What to do:
Your answer should be every line below that includes the word "this".

Task input:
================

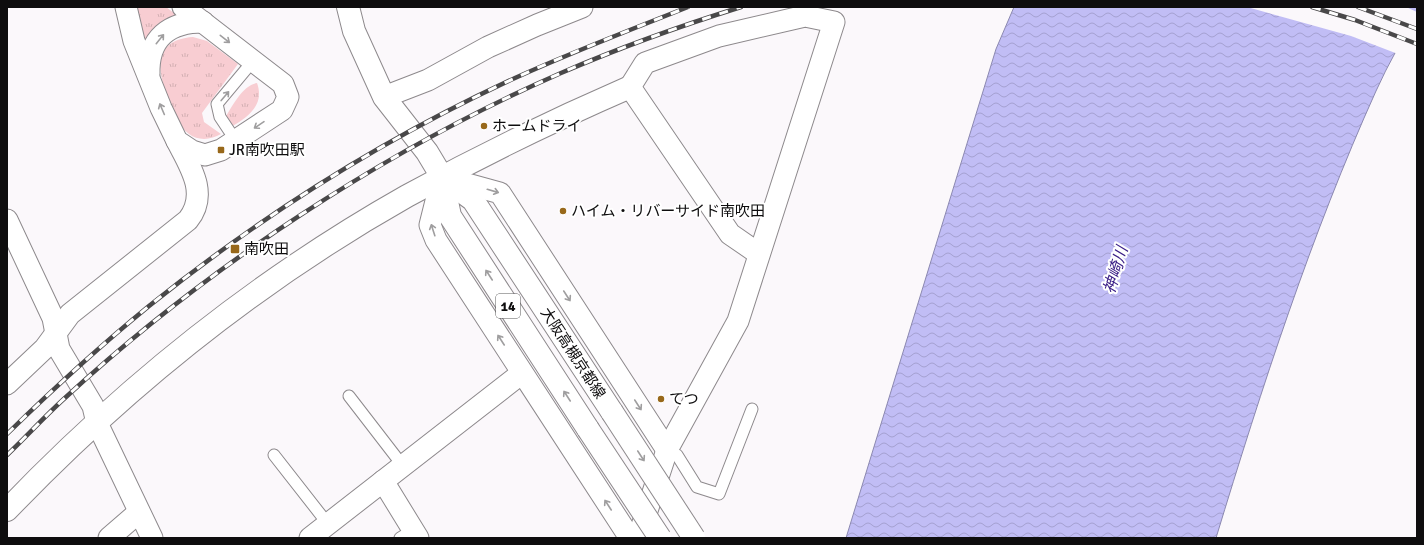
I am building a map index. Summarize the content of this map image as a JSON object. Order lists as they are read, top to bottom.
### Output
{
  "streets": {
    "main road": ["14", "大阪高槻京都線"]
  },
  "water": ["神崎川"],
  "places": {
    "other": ["ホームドライ", "ハイム・リバーサイド南吹田", "てつ"],
    "transit": ["JR南吹田駅", "南吹田"]
  }
}
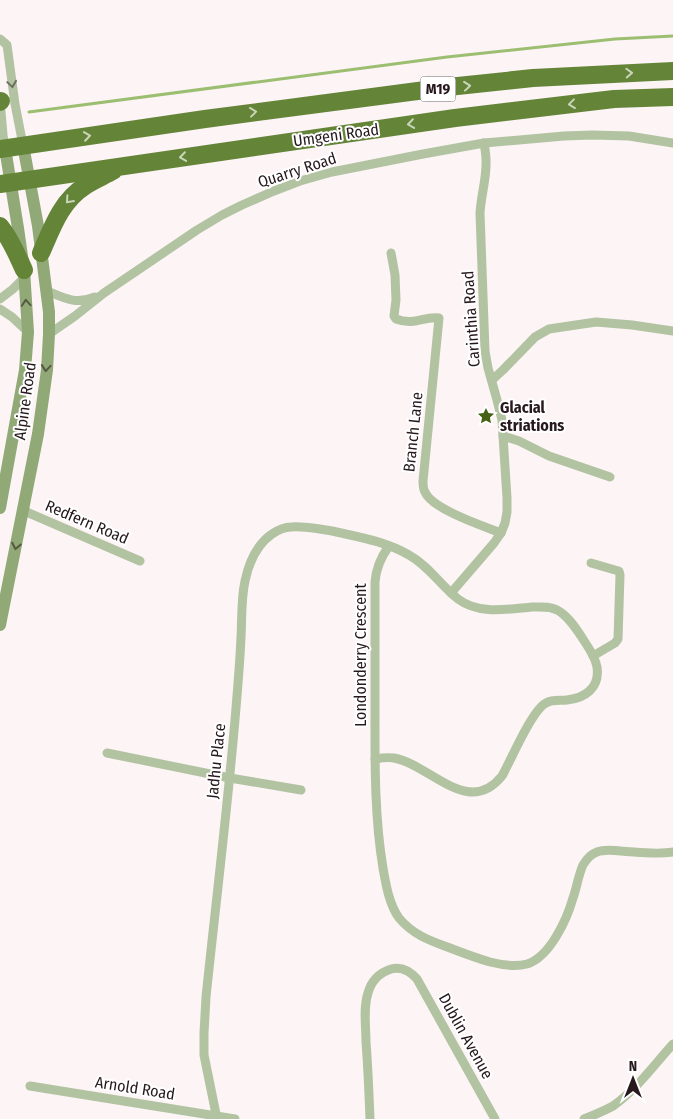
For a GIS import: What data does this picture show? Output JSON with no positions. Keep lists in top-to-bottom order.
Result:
{
  "streets": {
    "highway": ["M19", "Umgeni Road"],
    "main road": ["Alpine Road"],
    "street": [
      "Quarry Road",
      "Carinthia Road",
      "Branch Lane",
      "Redfern Road",
      "Londonderry Crescent",
      "Jadhu Place",
      "Dublin Avenue",
      "Arnold Road"
    ]
  },
  "crossings": [
    ["Umgeni Road", "Alpine Road"],
    ["Quarry Road", "Carinthia Road"],
    ["Quarry Road", "Alpine Road"],
    ["Carinthia Road", "Branch Lane"],
    ["Alpine Road", "Redfern Road"],
    ["Londonderry Crescent", "Jadhu Place"],
    ["Jadhu Place", "Arnold Road"]
  ],
  "places": {
    "place": ["Glacial striations"]
  },
  "north": "top"
}
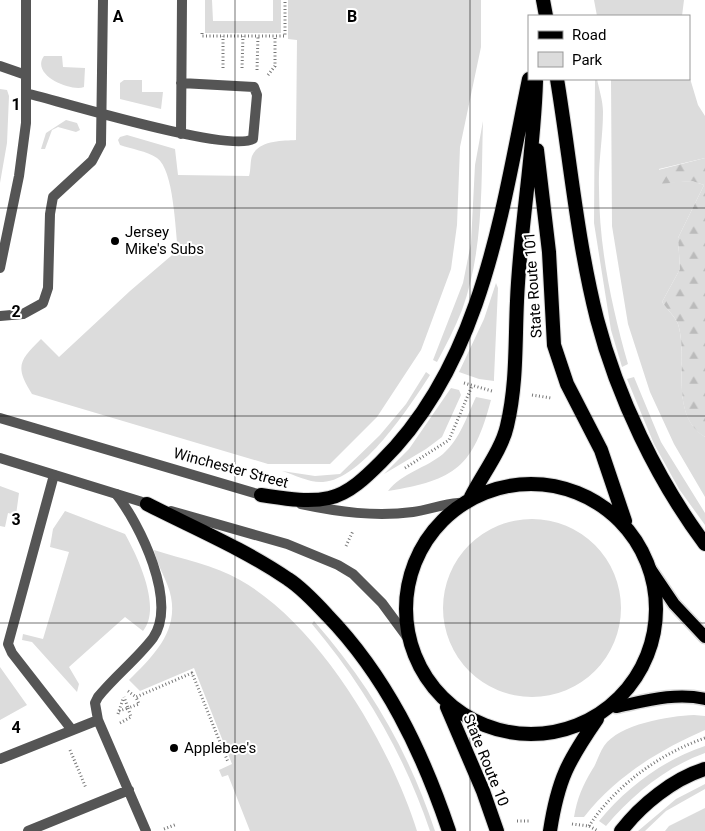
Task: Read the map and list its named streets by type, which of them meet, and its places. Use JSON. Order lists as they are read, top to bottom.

================

Answer area:
I am building a map index. Summarize the content of this map image as a JSON object. Order lists as they are read, top to bottom.
For a GIS import: What data does this picture show? Output JSON with no positions. Keep lists in top-to-bottom order.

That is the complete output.